◆ **Available records**
/---

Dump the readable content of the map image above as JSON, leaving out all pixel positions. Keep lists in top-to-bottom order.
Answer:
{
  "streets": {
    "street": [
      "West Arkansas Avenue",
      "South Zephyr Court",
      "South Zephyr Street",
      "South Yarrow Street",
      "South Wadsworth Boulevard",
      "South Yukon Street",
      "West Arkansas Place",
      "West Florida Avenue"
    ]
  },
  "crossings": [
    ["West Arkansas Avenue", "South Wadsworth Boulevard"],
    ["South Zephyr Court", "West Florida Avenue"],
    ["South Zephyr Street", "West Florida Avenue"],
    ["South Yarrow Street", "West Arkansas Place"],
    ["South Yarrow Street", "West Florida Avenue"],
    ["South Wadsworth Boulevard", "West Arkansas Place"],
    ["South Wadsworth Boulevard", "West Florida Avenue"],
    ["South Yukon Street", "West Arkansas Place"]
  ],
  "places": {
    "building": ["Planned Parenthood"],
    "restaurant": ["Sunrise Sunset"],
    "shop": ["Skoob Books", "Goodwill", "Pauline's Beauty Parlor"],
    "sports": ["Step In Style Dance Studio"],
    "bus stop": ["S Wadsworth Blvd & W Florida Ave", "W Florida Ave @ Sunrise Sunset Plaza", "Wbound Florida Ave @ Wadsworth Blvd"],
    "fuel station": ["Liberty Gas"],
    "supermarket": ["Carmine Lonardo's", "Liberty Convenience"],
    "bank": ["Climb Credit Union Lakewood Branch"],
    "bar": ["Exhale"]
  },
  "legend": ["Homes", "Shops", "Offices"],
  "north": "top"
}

\---

◆ **What you need to do**
Report each line in the preceding entries that holds the string "Yarrow".

◆ **Completed exercise**
      "South Yarrow Street",
    ["South Yarrow Street", "West Arkansas Place"],
    ["South Yarrow Street", "West Florida Avenue"],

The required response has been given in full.